We program "Megaprocessor"

On Geektimes in the summer there was an article about the Megaprocessor - a processor of discrete transistors and LEDs, which weighs half a ton and occupies the entire living room in an ordinary townhouse near Cambridge. I decided to take advantage of my geographical proximity to this megaproject, and program something presentable for it - for example, to sport my previous Digital Rain program for Megaprocessor.

System commands Megaprocessor described on the developer's site .

Most commands consist of one byte, followed by an immediate operand (one or two bytes). There are only four general-purpose registers (R0-R3), while they are not equal: for example, for memory access commands, the address must be either in R2 or in R3; and the operand is in one of the two remaining registers.
')
Programmers accustomed to the x86 or ARM command system, the Megaprocessor command set will seem extremely poor: there is no indirect addressing "base + offset", no direct operands for arithmetic commands (except addq ±1 , addq ±2 ). But there are a couple of unexpected possibilities: a separate sqrt command, and the .wt mode for shift commands, which replaces the result with the sum of the extended bits. Thus you can, for example, a pair of commands ld.b r1, #15; lsr.wt r0, r1 ld.b r1, #15; lsr.wt r0, r1 calculate the number of single bits in r0 (a question so much favored by job interviewers!). The ln mnemonic for a command that loads an immediate value into the register (instead of the mnemonic mov usual for x86 or ARM) indicates the way it is executed: in fact, from the point of view of the processor, ld.b r1, (pc++) is executed.

So let's get started.

The program for Megaprocessor starts (at address 0) from the interrupt vector table. Each of the four vectors has four bytes. Starting at address 0x10, the actual program code can be located. Of the 64KB address space, the entire first half (up to the address 0x8000) can be used by the code; addresses 0xA000-0xA0FF correspond to the “display” - a discrete memory, each bit of which is equipped with an LED indicator. marks was wrong when writing “The memory capacity is 256 bytes.” is the amount of “video memory”, and not the main memory for the code and data.

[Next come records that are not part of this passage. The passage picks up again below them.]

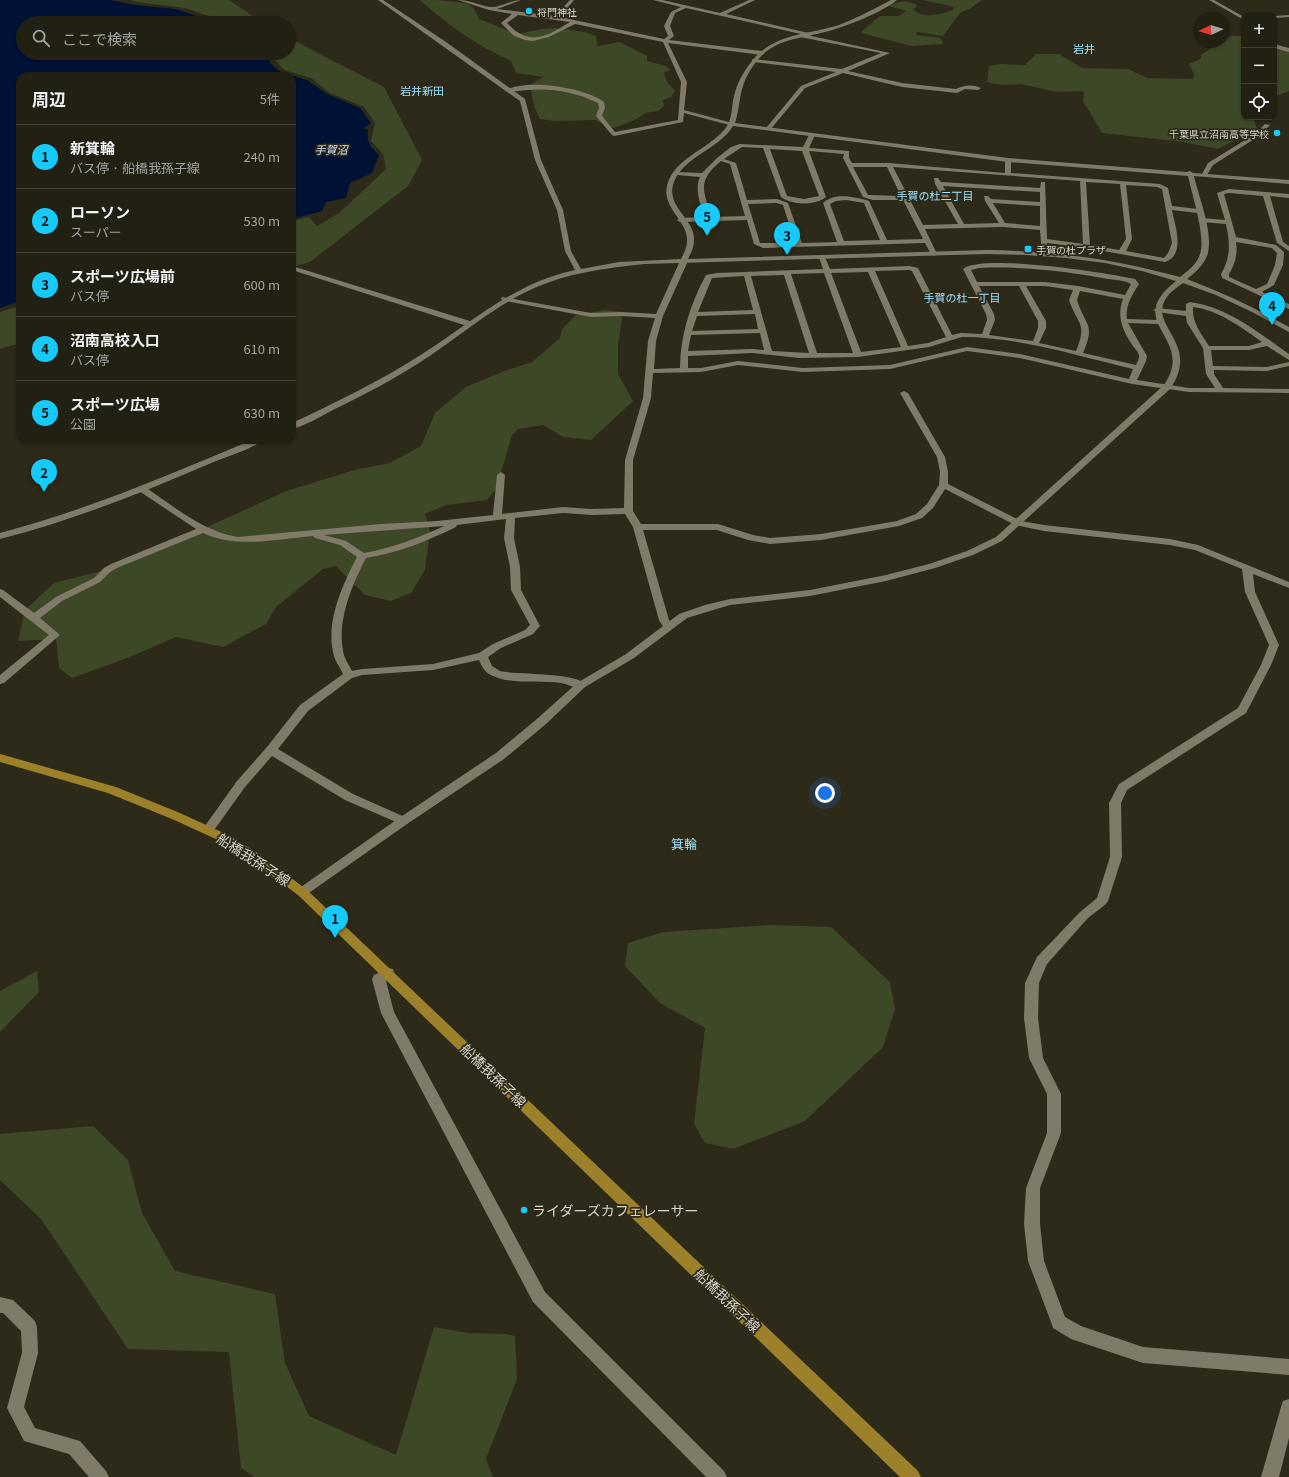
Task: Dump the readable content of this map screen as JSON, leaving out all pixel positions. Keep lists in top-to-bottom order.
{
  "streets": {
    "main road": ["船橋我孫子線"]
  },
  "districts": [
    "岩井",
    "岩井新田",
    "手賀の杜二丁目",
    "手賀の杜一丁目",
    "箕輪"
  ],
  "water": ["手賀沼"],
  "places": {
    "other": ["将門神社", "千葉県立沼南高等学校", "ライダーズカフェレーサー"],
    "transit": ["手賀の杜プラザ"]
  },
  "north": "left",
  "page": {
    "map_buttons": ["+", "−"],
    "search": "ここで検索",
    "heading": ["周辺", "5件"],
    "list": [
      {
        "mark": "1",
        "name": "新箕輪",
        "note": "バス停 · 船橋我孫子線",
        "value": "240 m"
      },
      {
        "mark": "2",
        "name": "ローソン",
        "note": "スーパー",
        "value": "530 m"
      },
      {
        "mark": "3",
        "name": "スポーツ広場前",
        "note": "バス停",
        "value": "600 m"
      },
      {
        "mark": "4",
        "name": "沼南高校入口",
        "note": "バス停",
        "value": "610 m"
      },
      {
        "mark": "5",
        "name": "スポーツ広場",
        "note": "公園",
        "value": "630 m"
      }
    ],
    "pins": [
      "5",
      "3",
      "4",
      "2",
      "1"
    ]
  }
}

Of the four interrupt vectors in our program, only the reset vector is used, and in the remaining vectors there is a “stub” from one reti instruction. (For x86 or ARM programmers, the return command from the interrupt handler is familiar under the iret mnemonic.) None of these interrupts in our program can happen anyway, so even the stubs could not be set for them.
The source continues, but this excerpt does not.